Engineering

CPU, not cloud

2026-05-25 · Qovaryx Team

Every architectural decision in Qovaryx was made in service of one constraint: the model has to run on your CPU, on your laptop, locally. Not "could in theory run." Not "runs with a Pro subscription to our cloud." Runs.

Why this is the right constraint

Latency. A 5ms cloud round-trip is forever in options. Local inference is sub-millisecond.
Cost. If every signal cost us API tokens, our pricing would have to reflect it. CPU-local is free at the margin.
Privacy. Your charts, your positions, your decisions never touch our infrastructure.
Reliability. Our cloud being down doesn't stop you trading.

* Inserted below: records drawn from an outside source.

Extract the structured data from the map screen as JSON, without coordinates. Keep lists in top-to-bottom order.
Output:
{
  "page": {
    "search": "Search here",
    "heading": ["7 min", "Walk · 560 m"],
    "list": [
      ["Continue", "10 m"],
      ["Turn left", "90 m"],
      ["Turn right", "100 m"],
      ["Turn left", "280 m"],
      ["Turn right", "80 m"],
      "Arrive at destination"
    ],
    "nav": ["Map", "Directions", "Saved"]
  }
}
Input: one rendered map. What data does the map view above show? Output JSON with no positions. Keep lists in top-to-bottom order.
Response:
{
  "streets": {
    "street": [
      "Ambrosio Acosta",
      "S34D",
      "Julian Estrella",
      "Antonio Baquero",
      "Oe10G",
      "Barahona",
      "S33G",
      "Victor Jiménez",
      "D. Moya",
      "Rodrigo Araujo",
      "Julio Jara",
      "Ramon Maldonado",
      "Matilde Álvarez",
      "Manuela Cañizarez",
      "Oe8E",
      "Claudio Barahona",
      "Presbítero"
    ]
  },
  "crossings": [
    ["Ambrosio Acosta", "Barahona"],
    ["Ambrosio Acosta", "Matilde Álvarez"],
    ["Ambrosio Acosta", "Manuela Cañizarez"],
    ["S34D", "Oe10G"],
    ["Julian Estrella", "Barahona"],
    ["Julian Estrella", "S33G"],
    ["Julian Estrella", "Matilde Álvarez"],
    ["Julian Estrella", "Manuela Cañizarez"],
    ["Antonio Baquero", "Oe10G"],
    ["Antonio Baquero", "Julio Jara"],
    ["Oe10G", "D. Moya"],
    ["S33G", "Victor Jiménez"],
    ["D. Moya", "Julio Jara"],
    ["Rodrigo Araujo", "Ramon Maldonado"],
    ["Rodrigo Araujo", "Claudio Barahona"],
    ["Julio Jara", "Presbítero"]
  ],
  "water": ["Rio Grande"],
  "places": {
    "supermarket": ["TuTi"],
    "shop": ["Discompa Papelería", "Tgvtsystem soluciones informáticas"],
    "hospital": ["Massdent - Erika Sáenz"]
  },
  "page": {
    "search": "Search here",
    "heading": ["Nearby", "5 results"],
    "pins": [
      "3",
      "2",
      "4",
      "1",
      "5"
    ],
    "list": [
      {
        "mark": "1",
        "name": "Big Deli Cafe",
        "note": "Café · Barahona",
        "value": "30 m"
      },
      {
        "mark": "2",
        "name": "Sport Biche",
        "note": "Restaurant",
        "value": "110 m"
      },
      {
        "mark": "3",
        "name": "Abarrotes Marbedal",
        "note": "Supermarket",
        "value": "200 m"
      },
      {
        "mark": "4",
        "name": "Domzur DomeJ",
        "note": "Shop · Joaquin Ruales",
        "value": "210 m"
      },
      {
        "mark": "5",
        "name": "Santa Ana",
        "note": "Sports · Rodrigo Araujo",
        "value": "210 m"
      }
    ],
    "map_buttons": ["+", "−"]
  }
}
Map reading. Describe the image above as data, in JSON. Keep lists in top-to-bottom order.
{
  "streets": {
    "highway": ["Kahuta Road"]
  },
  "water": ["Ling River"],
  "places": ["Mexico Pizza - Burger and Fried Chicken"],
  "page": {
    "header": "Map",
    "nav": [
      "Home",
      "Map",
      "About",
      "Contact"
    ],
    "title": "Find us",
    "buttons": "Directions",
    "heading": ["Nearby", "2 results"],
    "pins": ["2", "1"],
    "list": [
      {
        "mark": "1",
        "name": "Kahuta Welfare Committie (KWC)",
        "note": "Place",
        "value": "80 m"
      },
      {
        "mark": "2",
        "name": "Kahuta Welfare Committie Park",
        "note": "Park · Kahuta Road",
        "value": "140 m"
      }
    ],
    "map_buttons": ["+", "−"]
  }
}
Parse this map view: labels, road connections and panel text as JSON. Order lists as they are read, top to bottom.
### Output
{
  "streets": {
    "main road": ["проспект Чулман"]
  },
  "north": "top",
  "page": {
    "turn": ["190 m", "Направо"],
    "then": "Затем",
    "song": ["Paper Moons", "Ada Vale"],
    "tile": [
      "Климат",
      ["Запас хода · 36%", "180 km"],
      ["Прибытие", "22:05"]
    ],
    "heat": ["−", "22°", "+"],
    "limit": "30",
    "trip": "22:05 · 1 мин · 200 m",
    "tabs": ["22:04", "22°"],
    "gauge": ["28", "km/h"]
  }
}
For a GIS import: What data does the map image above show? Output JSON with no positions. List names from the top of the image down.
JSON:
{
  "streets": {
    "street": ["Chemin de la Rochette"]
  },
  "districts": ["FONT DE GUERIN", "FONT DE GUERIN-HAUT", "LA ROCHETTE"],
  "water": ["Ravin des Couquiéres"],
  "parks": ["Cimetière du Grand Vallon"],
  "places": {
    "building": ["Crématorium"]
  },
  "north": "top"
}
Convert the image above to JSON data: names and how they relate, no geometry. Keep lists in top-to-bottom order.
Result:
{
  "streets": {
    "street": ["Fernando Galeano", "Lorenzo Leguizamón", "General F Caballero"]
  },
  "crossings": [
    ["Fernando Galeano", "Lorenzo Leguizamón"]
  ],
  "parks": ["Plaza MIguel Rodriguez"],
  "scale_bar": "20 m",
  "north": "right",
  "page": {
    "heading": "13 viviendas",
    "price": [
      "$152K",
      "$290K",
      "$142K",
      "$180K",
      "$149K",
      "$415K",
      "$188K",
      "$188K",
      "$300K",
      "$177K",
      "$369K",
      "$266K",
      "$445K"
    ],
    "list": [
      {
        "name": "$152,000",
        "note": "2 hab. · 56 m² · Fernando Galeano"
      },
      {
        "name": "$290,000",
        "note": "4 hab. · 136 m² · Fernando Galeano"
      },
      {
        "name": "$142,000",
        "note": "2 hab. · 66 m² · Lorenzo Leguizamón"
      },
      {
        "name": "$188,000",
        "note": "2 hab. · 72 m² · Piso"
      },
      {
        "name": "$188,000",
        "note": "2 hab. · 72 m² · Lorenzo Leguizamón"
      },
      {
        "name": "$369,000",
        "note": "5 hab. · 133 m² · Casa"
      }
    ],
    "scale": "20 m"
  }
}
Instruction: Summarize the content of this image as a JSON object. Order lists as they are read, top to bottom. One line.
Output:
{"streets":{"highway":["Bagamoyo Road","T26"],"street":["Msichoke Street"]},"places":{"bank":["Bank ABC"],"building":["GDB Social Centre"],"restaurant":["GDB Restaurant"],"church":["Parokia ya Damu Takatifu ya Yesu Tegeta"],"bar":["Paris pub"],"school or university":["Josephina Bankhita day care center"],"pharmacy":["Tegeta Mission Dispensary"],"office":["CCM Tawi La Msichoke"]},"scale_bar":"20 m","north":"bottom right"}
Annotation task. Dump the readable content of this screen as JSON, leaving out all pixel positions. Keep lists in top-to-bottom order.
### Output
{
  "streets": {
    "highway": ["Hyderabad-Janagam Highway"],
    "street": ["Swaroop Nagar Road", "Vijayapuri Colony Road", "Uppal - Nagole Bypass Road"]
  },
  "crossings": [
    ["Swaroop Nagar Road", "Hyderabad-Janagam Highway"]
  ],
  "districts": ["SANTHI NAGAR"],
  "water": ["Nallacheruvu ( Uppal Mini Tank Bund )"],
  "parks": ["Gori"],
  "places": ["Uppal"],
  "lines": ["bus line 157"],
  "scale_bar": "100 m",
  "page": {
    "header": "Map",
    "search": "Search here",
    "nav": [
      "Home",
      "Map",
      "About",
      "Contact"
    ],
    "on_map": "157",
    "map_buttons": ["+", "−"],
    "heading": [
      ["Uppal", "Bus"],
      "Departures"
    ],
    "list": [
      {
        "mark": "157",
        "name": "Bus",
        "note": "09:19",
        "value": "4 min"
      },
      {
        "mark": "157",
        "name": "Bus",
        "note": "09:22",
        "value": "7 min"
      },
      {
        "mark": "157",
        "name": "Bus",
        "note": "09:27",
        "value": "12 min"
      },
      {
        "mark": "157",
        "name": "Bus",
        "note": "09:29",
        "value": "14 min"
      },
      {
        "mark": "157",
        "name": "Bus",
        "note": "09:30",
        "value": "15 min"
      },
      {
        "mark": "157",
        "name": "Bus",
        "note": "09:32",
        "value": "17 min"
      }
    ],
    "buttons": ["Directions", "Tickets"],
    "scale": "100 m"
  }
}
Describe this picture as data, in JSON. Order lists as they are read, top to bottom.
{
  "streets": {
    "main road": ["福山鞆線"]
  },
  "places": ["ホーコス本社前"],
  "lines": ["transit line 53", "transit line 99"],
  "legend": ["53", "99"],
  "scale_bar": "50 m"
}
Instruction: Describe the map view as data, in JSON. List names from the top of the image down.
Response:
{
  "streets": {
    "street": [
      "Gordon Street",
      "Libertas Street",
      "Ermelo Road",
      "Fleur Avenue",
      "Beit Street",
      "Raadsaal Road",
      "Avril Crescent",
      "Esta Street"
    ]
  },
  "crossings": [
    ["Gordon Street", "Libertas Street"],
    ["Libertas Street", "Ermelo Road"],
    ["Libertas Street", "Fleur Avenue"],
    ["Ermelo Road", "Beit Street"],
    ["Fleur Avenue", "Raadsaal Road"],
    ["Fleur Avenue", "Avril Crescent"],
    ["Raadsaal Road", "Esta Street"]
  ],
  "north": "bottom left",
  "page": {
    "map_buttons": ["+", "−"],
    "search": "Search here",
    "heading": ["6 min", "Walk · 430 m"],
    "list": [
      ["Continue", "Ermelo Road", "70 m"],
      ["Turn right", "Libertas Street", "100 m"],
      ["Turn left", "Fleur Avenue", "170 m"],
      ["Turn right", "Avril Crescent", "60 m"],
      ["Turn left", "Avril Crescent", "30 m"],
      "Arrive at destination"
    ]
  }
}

What it forced us to give up

Honest answer: depth. A massive transformer would have more raw capacity. We don't have that.

What we have instead is a cluster of small heads that, between them, cover the dimensions that matter for the task. The aggregate parameter count is a fraction of a frontier LLM, but the task-specific surface is dense.

How we made it fit

We won't write the recipe here — that's the part that took 18 months. The shape:

HGB classifiers (joblib, scikit-learn) for the chart heads. ~27MB total, no GPU.
Compact NN specialists for the contextual heads (macro, news, veto). Optional opt-in; CPU-only by default.
Feature engineering done in pure Python; no PyTorch on the hot path.
Cached macro features (SPY/VXX/etc. snapshots) with a 15-min TTL.
Lazy head loading — heads page in on first use.

What it looks like at runtime

The Trading Engine card in the app shows CPU: Ryzen 7 7700 (44%) and 54.9 / 63.0 GB RAM. No GPU row, no GPU dependency, no "spinning up inference" delay. The first chart scored fires within milliseconds of pressing send.

Cloud AI is what you do when the model is too big for the machine. We made the machine right by making the model small.